3. Dissecting Calot's Triangle
Mainly to prevent bile duct damage. Anatomical abnormalities of the bile duct are common, so be especially careful. Electrocoagulation should not be used during the dissection to prevent damage to the common bile duct. It is best to use only the electrocoagulation hook or separating forceps for careful dissection. When the triangle adhesion is very serious or congestion and edema are obvious, and the common bile duct is unclear, it should be promptly converted to open surgery.

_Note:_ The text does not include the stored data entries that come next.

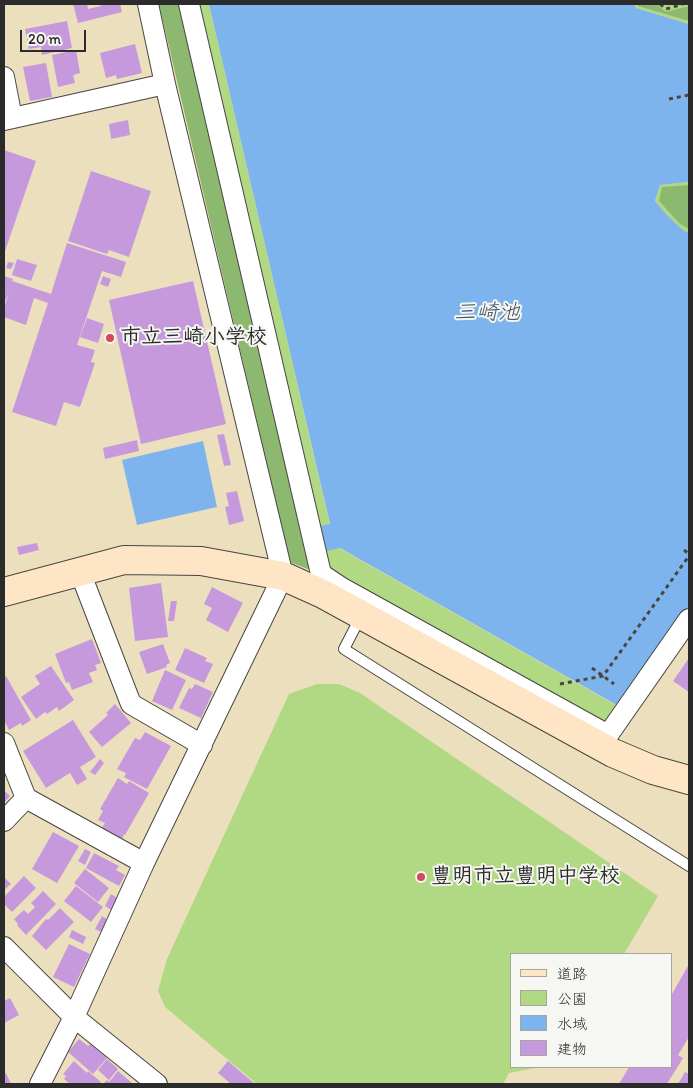 <!DOCTYPE html>
<meta charset="utf-8">
<style>
body{margin:0}
#map{position:relative;width:693px;height:1088px;overflow:hidden;background:#ecdfbe;font-family:Itim,"Klee One",sans-serif}
canvas{display:block}
.frame{position:absolute;inset:0;border:5px solid #2b2b2b;pointer-events:none}
.legend{position:absolute;left:510px;top:953px;width:162px;height:115px;box-sizing:border-box;background:#f6f6f2;border:1px solid #a5a5a2;margin:0;padding:6px 9px;list-style:none;font-size:15px;color:#2b2b2b}
.legend li{display:flex;align-items:center;gap:10px;height:25px}
.legend b{width:25px;border:1px solid #a5a5a2}
.scale{position:absolute;left:20px;top:30px;width:66px;height:22px;box-sizing:border-box;border:2px solid #2b2b2b;border-top:0;padding-left:6px;font-size:15px;line-height:18px;white-space:nowrap;color:#2b2b2b;-webkit-text-stroke:4px #f6f6f2;paint-order:stroke}
</style>
<div id="map">
<canvas width="693" height="1088"></canvas>
<div class="frame"></div>
<ul class="legend">
<li><b style="height:6px;background:#fde5c5"></b>道路</li>
<li><b style="height:14px;background:#b1d882"></b>公園</li>
<li><b style="height:14px;background:#7eb4ed"></b>水域</li>
<li><b style="height:14px;background:#c699dd"></b>建物</li>
</ul>
<div class="scale">20 m</div>
</div>
<script>
const g = document.querySelector('canvas').getContext('2d');
g.lineJoin = 'round';
function paint(path, color) {
  g.fillStyle = color;
  g.fill(path, 'evenodd');
}
function shape(rows) {
  const path = new Path2D();
  for (const r of rows) {
    path.moveTo(r[0], r[1]);
    for (let i = 2; i < r.length; i += 2) path.lineTo(r[i], r[i + 1]);
  }
  return path;
}
function strokePath(path, color, width, dash) {
  g.strokeStyle = color;
  g.lineWidth = width;
  g.lineCap = dash ? 'butt' : 'round';
  g.setLineDash(dash || []);
  g.stroke(path);
}
function write(font, color, halo, rows, align = 'center') {
  g.font = font + ' Itim,"Klee One",sans-serif';
  g.lineWidth = 4;
  g.setLineDash([]);
  g.textBaseline = 'middle';
  g.strokeStyle = halo;
  g.fillStyle = color;
  for (const [text, x, y, turn = 0] of rows) {
    g.save();
    g.translate(x, y);
    g.rotate((+turn || 0) * Math.PI / 180);
    g.textAlign = isNaN(turn) ? turn : align;
    if (halo) g.strokeText(text, 0, 0);
    g.fillText(text, 0, 0);
    g.restore();
  }
}
paint(shape([
 [159,4,209,4,330,525,319,527,321,551,339,548,621,708,616,733,321,574,290,562],
 [634,4,689,4,689,24,636,8],
 [689,182,689,233,683,230,667,215,655,201,660,185],
 [317,684,339,684,360,693,658,896,624,954,512,954,512,1067,541,1067,509,1073,503,1084,257,1084,165,1007,158,991,167,959,289,694]
]), '#b1d882');
paint(shape([
 [159,4,180,4,313,571,290,562],
 [637,4,656,4,666,12,689,6,689,21,638,6],
 [689,185,689,229,680,224,659,201,662,187]
]), '#8cb870');
paint(shape([
 [209,4,634,4,636,8,689,24,689,182,660,185,655,201,667,215,683,230,689,233,689,610,622,708,340,548,321,552,319,526,330,524],
 [203,441,217,507,137,525,122,460]
]), '#7eb4ed');
paint(shape([
 [73,4,87,4,88,9,101,6,100,4,120,4,122,12,78,23],
 [67,21,72,48,42,55,41,47,29,49,25,29],
 [135,44,142,73,117,79,116,75,106,78,100,53],
 [76,50,80,73,73,75,75,83,58,87,52,55],
 [46,63,52,97,30,101,23,67],
 [128,120,130,135,111,139,109,124],
 [4,150,36,161,4,254],
 [91,171,151,191,129,257,109,250,107,254,68,241],
 [67,243,126,262,121,277,102,271,77,345,95,350,91,362,95,363,80,407,64,402,56,426,12,412,48,303,34,298,26,325,4,317,4,308,9,292,4,304,4,276,13,279,12,281,51,294],
 [17,259,37,265,31,281,12,275],
 [8,262,14,263,11,269,6,268],
 [103,276,111,279,108,287,100,284],
 [193,281,226,424,141,444,109,300],
 [87,318,104,324,98,343,80,337],
 [224,434,231,465,224,466,217,435],
 [137,440,139,451,105,459,103,448],
 [237,491,244,521,229,525,225,507,229,506,226,493],
 [37,543,39,550,19,555,17,547],
 [161,583,168,637,135,641,129,588],
 [212,587,243,603,228,632,206,620,212,608,204,604],
 [171,601,177,601,174,621,168,621],
 [92,639,101,663,95,665,97,670,89,673,93,682,72,690,69,682,66,683,55,654],
 [163,644,170,663,166,665,167,667,147,674,139,652],
 [185,648,207,658,205,661,213,664,204,683,175,670],
 [689,658,689,692,673,681],
 [51,666,74,700,59,711,57,707,47,714,45,712,36,719,21,697,40,684,35,676],
 [165,670,186,680,172,710,152,701],
 [6,676,31,720,22,726,21,723,9,730,4,720,4,678],
 [195,684,213,692,201,718,179,708,189,688,192,689],
 [115,704,131,723,102,747,89,732,108,715,106,713],
 [73,720,96,757,80,767,87,779,77,785,70,773,46,788,23,751],
 [145,732,171,746,147,789,124,777,126,773,117,769,135,738,140,740],
 [100,759,104,763,95,775,90,772],
 [118,778,127,784,129,781,149,793,125,835,118,831,124,835,121,840,101,829,105,823,98,820,103,811,100,809],
 [4,790,10,796,4,803],
 [53,832,79,846,57,883,32,869],
 [85,849,91,852,85,865,78,861],
 [94,853,119,866,116,870,125,875,119,886,86,868],
 [85,869,109,888,98,902,74,883],
 [24,876,36,888,12,912,4,904,4,897],
 [4,877,11,884,4,890],
 [76,886,103,907,91,922,64,901],
 [43,891,56,904,26,935,17,925,18,924,14,919,24,910,28,914,35,907,31,903],
 [111,894,117,898,111,910,105,906],
 [60,908,74,922,46,950,32,936,46,919,48,920],
 [102,916,108,920,101,932,95,929],
 [72,930,86,937,83,944,69,937],
 [69,944,90,954,74,987,53,977],
 [689,964,689,1037,678,1055,683,1058,667,1084,619,1084,629,1067,672,1067,672,994],
 [10,998,19,1015,4,1023,4,1001],
 [79,1039,88,1046,90,1044,107,1058,93,1074,68,1052],
 [107,1059,118,1069,109,1080,98,1070],
 [74,1061,87,1073,88,1071,101,1082,99,1084,70,1084,64,1079,66,1076,63,1074],
 [228,1061,255,1084,231,1084,218,1073],
 [118,1071,132,1083,131,1084,103,1084,107,1080,109,1082],
 [685,1072,689,1074,689,1084,678,1084],
 [6,1073,11,1084,4,1084,4,1074]
]), '#c699dd');
const lane = shape([
 [361,616,344,649,689,866]
]);
const street = shape([
 [189,4,321,574,342,588,608,735,689,619],
 [4,77,12,118],
 [4,120,165,84],
 [80,572,131,704,202,745],
 [4,743,26,798,144,863],
 [4,821,26,798],
 [4,947,74,1017,157,1084],
 [40,1084,74,1017,144,863,283,576,165,84,148,4]
]);
const secondary = shape([
 [4,592,124,560,201,561,283,576,323,594,613,753,653,770,689,780]
]);
strokePath(lane, '#484641', 12);
strokePath(street, '#484641', 22);
strokePath(secondary, '#484641', 30);
strokePath(shape([
 [660,4,666,9,683,4],
 [669,99,689,95],
 [684,550,689,554],
 [592,668,614,684],
 [560,684,603,676,689,556]
]), '#484641', 3, [4, 4]);
strokePath(lane, '#fff', 10);
strokePath(street, '#fff', 20);
strokePath(secondary, '#fde5c5', 28);
for (const [x, y, r, color] of [
 [110,338,5,"#d1495b"],
 [421,877,5,"#d1495b"]
]) {
  const dot = new Path2D();
  dot.arc(x, y, r, 0, 2 * Math.PI);
  g.fillStyle = color;
  g.fill(dot);
  strokePath(dot, '#f6f6f2', 2);
}
write('bold 21px', '#2b2b2b', '#f6f6f2', [
 ["市立三崎小学校",120,338],
 ["豊明市立豊明中学校",431,877]
], 'left');
write('italic 22px', '#445465', '#f6f6f2', [
 ["三崎池",487,313]
]);
</script>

4. Deal with the cystic duct
One of the reasons for the occurrence of biliary fistula is the improper treatment of the cystic duct. Short or thick cystic duct, incomplete clamping of the titanium clip, often makes the treatment of the cystic duct difficult. When encountering a shorter cystic duct, try to clamp the titanium clip on the side of the common bile duct to open the side of the gallbladder and drain the bile. The broken end of the cystic duct should have enough length to prevent the titanium clip from slipping off. When encountering a thicker cystic duct, ligate it with silk thread first, and then attach the titanium clip. There are large-sized titanium clips that have a better effect on thicker cystic ducts.

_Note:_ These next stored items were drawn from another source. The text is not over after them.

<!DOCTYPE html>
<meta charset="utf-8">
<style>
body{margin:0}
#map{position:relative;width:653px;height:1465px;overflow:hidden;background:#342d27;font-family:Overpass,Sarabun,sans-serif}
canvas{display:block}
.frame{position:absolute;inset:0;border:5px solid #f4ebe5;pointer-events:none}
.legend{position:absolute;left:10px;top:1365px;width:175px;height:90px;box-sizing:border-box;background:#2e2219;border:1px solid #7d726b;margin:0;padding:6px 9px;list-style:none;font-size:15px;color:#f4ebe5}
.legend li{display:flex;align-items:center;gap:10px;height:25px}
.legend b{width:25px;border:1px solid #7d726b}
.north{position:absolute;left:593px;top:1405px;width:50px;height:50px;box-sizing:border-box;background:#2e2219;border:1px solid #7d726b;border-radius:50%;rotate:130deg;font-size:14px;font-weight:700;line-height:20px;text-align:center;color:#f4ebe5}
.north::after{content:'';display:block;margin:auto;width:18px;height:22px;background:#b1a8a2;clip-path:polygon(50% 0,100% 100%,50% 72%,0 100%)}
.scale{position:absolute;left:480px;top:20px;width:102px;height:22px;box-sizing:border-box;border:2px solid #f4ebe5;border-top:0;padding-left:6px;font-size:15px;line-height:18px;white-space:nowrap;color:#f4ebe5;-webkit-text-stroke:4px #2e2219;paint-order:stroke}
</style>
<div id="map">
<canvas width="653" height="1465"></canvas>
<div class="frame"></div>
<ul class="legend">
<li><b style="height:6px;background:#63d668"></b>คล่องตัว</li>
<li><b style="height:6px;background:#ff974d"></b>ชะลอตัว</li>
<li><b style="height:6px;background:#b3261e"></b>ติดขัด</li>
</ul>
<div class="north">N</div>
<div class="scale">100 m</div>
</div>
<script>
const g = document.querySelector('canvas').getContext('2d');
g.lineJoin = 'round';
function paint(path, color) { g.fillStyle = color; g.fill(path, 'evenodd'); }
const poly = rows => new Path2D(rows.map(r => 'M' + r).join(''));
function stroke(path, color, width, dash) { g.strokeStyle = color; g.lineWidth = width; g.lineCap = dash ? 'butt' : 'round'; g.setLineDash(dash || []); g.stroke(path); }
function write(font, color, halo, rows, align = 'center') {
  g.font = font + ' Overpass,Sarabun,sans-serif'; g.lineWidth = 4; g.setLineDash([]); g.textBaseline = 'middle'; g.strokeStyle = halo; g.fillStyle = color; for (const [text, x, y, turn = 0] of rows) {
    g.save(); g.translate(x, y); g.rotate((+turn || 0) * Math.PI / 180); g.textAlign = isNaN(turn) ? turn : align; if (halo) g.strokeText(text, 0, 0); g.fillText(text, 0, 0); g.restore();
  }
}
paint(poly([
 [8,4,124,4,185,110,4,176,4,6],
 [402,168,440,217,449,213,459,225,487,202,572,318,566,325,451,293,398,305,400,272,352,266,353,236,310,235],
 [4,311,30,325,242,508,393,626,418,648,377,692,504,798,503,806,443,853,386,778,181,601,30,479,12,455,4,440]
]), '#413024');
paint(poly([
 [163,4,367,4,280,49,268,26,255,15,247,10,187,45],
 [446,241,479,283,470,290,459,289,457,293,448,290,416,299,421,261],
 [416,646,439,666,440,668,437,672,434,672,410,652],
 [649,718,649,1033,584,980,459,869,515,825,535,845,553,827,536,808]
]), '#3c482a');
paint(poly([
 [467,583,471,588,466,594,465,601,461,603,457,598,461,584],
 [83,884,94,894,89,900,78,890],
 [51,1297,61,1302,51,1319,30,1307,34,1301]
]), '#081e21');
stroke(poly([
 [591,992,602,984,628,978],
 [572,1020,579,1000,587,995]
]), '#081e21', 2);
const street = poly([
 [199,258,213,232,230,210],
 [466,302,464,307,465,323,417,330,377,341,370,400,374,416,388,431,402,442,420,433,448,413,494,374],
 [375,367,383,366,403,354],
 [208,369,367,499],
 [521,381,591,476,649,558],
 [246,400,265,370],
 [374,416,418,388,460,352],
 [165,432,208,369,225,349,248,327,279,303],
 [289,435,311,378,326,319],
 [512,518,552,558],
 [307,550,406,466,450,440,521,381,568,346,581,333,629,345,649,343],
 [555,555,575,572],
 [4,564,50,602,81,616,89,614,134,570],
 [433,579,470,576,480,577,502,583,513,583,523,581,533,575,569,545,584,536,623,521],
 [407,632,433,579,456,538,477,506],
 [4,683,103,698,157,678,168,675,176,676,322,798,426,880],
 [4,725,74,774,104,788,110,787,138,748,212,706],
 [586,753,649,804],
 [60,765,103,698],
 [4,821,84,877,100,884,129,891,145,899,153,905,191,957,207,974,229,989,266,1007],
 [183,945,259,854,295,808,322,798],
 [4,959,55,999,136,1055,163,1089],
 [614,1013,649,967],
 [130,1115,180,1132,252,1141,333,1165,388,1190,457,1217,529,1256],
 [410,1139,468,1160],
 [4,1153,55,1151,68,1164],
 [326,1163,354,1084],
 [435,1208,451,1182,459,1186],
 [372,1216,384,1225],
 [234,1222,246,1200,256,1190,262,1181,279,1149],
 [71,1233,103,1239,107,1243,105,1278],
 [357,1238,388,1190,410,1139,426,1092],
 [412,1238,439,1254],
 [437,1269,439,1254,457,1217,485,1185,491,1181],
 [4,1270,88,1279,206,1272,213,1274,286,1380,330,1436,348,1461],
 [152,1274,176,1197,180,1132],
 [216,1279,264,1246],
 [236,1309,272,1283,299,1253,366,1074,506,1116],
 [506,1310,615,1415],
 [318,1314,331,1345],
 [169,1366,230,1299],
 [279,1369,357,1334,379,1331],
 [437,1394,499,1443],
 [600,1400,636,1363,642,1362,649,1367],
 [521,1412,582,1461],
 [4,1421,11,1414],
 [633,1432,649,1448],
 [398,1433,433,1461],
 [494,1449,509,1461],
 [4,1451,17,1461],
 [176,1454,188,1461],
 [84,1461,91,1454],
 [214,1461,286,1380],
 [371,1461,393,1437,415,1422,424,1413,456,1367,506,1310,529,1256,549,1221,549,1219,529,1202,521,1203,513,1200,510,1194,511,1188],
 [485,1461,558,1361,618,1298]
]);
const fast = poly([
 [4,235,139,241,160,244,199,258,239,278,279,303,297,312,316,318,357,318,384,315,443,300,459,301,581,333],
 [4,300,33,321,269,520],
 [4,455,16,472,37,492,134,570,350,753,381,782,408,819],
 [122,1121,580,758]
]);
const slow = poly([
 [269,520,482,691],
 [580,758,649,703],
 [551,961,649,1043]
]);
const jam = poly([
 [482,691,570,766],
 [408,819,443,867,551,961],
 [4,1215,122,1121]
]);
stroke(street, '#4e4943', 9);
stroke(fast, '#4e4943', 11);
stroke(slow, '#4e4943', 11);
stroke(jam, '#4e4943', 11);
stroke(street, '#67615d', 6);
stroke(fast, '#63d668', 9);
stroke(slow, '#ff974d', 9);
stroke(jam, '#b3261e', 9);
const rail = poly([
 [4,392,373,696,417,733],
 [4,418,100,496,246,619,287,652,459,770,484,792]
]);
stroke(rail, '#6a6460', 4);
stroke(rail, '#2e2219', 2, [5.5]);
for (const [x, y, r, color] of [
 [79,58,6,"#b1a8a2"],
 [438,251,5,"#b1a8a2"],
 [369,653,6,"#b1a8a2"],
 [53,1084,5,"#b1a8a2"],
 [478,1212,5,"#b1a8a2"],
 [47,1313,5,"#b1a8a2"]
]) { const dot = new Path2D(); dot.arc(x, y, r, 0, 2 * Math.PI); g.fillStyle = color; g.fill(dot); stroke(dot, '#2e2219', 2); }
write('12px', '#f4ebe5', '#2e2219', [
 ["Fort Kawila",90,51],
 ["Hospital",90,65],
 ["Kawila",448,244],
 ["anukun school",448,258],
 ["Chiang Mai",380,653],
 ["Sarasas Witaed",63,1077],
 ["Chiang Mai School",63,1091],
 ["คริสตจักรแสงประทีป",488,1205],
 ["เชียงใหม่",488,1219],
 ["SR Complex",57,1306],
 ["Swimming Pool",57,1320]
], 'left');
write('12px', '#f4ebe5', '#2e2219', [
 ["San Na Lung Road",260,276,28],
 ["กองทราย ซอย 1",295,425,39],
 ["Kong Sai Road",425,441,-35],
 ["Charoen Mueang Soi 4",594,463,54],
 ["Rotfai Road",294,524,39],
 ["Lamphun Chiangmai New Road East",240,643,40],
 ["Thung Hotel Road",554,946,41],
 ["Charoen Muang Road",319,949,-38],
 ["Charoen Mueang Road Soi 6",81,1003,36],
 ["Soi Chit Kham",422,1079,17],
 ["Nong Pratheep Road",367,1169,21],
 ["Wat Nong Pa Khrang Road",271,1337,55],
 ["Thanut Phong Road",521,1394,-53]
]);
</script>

5. Intraoperative cholangiography
There are many methods of angiography during biliary tract surgery. Our method is to clamp the cystic duct on the side of the gallbladder first, then cut a small opening in the cystic duct, and insert a tube from the outer edge of the rectus abdominis muscle. The ureter is used as a catheter and inserted about 3 cm. The opening of the cannula is clamped with fixed forceps. Contrast agent is injected to take pictures. Laparoscopy is used for monitoring during the operation. There are special forceps for radiography, which is very convenient to use.
6. Remove the gallbladder
The abdominal muscles of the umbilical cannula are relatively weak and easy to separate with a hemostatic forceps. When the gallbladder stones are large, first lift the gallbladder neck out of the abdominal wall, open the gallbladder to suck up the bile, and use stone-removing forceps to remove the stones from the gallbladder. If the stone is large, it can be crushed in the gallbladder before being removed. After removal, it should be stained with blood and bile in the incision. Do not pull out forcefully when the incision is not large enough to cause a ruptured gallbladder stone to fall into the abdominal cavity. If any stones fall into the abdominal cavity, they should be taken out as many as possible, otherwise the remaining stones will cause abdominal cavity infection and adhesions.
7. Pay attention to recording the procedure
Laparoscopic cholecystectomy is a potentially dangerous operation. The whole process of the operation should be recorded and stored properly as a "black box" so that the cause can be found in the event of surgical complications.